The Dirty Dozen - December, 2007

After a month locked in the Skinny's music testing lab, Nick Mitchell delivers the verdict on December's single specimens

Feature by Nick Mitchell | 07 Dec 2007

 

Part I – Indie.
Maxïmo Park switch down a gear from their usual breakneck post-punk for Karaoke Plays (3 stars, 3 Dec), another razor-edged but same-y track from Our Earthly Pleasures. Next it's down to Alan Partridge country with Norwich's Bearsuit: Foxy Boxer (3 stars, out now) is a bit of fun - nothing more, nothing less. A lesser known band from Sheffield, Arctic Monkeys' Teddy Picker (2 stars, 3 Dec) finds Alex Turner as acerbic as ever, but could this mark their uninteresting demise? They may be heirs to Turner's crown, but The Enemy's We'll Live And Die in These Towns (2 stars, 3 Dec) is bare-faced plagiarism. Halfway through I had to stop myself reviewing a reissue of The Jam's That's Entertainment. Seriously. To continue the Arctic Monkeys theme (tenuously), Undercut's Hot in That (3 stars, 10 Dec) is pitched somewhere between New Yorkshire and BRMC: scuzzy, catchy, but cumbersome. Original monkey man Ian Brown trumps them all with Sister Rose (4 stars, 3 Dec). Not quite as tight as past glories, but with its sweeping strings and Bible-black guitar line it's another swagger-some listen.
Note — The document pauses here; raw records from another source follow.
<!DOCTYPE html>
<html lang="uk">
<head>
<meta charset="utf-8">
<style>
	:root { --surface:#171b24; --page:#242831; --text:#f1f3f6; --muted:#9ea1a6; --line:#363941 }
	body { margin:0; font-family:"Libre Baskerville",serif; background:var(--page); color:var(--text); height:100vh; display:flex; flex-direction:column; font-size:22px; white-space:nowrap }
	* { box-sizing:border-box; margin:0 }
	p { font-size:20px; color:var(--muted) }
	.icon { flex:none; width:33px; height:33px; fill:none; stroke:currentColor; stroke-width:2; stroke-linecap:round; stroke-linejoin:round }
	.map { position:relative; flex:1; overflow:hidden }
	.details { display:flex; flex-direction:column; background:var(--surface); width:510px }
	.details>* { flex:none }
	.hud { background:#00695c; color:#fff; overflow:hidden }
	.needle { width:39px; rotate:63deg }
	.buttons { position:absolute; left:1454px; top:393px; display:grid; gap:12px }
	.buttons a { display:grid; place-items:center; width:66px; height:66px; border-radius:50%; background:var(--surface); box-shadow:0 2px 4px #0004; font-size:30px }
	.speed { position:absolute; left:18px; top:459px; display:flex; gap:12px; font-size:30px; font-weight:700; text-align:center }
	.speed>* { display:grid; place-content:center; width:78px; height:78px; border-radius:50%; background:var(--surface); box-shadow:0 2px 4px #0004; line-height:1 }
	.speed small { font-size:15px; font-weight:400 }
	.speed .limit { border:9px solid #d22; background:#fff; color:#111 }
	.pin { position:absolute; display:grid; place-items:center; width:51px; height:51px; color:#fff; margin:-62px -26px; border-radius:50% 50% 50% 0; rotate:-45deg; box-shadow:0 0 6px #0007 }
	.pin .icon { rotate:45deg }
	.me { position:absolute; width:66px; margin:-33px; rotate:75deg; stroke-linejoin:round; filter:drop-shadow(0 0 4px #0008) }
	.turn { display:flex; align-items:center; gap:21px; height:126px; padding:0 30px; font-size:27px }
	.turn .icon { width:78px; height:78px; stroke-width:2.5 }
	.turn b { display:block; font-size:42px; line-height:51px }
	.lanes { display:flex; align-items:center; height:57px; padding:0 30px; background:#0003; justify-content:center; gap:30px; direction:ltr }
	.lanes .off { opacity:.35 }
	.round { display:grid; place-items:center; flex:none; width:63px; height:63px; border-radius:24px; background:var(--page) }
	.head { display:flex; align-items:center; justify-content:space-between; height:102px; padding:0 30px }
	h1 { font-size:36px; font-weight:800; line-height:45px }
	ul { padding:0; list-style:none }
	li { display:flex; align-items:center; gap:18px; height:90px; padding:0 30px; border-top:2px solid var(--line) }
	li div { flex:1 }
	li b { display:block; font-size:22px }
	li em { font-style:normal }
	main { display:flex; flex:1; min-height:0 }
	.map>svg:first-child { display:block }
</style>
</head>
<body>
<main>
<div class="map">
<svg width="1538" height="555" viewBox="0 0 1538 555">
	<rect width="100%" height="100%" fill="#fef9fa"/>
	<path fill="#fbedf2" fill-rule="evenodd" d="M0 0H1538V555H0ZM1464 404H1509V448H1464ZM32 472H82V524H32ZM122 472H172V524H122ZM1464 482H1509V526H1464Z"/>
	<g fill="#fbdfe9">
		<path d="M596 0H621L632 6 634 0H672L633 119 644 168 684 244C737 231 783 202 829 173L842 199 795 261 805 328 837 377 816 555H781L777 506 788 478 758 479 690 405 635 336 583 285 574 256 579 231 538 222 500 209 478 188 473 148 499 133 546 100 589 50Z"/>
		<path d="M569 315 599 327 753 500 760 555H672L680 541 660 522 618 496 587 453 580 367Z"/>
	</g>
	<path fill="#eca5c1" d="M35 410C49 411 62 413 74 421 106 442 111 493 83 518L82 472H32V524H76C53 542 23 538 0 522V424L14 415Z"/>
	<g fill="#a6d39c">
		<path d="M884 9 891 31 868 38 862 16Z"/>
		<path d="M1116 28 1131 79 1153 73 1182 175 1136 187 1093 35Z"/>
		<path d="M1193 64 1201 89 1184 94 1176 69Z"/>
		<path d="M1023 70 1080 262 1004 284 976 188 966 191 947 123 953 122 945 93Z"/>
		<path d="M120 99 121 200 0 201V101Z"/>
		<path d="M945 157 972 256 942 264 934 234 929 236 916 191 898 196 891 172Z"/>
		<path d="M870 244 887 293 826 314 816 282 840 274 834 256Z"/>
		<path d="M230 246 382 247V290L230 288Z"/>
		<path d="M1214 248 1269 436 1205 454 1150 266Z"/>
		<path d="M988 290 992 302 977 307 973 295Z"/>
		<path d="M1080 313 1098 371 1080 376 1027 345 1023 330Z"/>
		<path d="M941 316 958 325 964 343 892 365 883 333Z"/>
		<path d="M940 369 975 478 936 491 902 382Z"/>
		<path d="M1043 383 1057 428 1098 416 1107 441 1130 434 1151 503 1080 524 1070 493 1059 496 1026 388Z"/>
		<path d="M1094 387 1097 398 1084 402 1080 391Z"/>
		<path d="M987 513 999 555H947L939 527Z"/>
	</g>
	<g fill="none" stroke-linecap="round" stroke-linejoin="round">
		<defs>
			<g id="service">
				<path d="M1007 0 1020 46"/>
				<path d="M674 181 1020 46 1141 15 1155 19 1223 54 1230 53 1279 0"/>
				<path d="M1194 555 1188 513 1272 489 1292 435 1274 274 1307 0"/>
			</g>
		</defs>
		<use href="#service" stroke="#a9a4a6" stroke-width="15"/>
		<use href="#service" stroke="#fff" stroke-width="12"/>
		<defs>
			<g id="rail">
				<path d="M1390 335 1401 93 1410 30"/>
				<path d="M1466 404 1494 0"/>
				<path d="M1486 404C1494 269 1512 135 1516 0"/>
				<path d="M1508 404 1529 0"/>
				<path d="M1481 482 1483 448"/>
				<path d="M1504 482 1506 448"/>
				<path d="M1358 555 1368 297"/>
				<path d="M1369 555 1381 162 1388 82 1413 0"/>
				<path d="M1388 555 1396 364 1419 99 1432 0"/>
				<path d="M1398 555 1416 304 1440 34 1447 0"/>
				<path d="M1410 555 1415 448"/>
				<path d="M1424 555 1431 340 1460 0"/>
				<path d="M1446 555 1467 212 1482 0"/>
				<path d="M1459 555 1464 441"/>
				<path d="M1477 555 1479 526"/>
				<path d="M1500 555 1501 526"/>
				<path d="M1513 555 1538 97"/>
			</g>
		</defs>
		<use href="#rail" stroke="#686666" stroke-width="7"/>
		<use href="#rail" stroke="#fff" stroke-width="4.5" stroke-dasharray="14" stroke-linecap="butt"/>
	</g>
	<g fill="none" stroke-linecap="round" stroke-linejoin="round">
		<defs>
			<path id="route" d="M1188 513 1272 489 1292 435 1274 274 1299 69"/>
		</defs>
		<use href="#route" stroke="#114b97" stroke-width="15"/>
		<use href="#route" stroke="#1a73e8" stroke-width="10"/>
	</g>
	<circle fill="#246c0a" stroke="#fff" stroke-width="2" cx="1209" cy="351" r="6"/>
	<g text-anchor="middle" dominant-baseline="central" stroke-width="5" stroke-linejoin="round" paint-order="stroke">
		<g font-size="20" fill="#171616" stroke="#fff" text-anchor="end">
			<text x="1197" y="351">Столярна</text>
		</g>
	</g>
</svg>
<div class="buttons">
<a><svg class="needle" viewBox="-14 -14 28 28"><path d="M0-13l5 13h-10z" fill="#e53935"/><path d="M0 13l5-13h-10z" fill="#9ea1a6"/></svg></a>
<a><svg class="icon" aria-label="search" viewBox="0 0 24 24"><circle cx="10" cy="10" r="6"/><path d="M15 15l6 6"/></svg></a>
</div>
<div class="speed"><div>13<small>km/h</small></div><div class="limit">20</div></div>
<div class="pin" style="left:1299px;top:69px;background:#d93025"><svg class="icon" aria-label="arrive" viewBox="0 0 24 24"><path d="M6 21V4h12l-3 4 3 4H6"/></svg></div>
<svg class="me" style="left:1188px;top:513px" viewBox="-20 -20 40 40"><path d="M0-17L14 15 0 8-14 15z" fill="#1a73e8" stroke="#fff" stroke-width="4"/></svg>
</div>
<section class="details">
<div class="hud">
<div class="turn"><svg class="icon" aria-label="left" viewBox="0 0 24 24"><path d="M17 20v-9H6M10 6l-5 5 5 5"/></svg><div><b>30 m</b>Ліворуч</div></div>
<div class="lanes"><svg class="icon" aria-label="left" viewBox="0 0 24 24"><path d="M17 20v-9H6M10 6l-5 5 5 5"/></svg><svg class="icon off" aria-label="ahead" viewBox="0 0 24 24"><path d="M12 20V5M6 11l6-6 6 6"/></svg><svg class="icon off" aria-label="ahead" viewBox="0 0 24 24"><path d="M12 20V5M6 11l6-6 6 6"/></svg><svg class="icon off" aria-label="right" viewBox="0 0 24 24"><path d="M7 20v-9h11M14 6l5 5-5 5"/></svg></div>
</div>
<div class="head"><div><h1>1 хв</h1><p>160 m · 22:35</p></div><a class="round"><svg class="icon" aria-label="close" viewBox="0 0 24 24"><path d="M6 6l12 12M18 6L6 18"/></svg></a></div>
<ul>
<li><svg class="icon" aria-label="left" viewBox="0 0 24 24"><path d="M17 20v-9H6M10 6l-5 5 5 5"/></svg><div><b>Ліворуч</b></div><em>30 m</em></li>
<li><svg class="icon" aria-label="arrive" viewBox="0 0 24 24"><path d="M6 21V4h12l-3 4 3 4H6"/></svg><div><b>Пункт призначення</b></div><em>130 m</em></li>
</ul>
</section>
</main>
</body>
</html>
Part II – Singer-songwriter.
Jesse Malin's Tomorrow Tonight (3 stars, 3 Dec) is all-American, full-fat folk-rock. His intended destination is Springsteen-like dusty wisdom, but he forgets to pack his subtlety ... Sorry, did I nod off? Must have been Kate Walsh sending me into a stupor with the silky-smooth, cocoa-clutching Tonight (2 stars, 3 Dec). Zzzz.

Part III – Christmas.
For the uninitiated, Shaun the Sheep is an Aardman animation from kid's TV who has enlisted Vic Reeves to sing Life's A Treat (3 stars, 10 Dec), a woolly assault on the Christmas chart. Impossible to criticise, surely. Not strictly a festive song, but Hilli (4 stars, 10 Dec) by Icelandic girl group Amiina, who adapted music to Lee Hazlewood's last ever recording, has the quality of velvet snow on some winter morning. Who'd have thought post-modernism had a place in the Christmas single? The Black Arts' Christmas Number One (4 stars, 3 Dec) is the evidence – self-mocking, but glam, of course. But what better to warm your Scrooge heart this No"l than Malcolm Middleton's We're All Going To Die (4 stars, 17 Dec)? It's officially a 1000/1 shot for the Christmas top spot, so heed our advice: bet now, buy (a few hundred) on the seventeenth.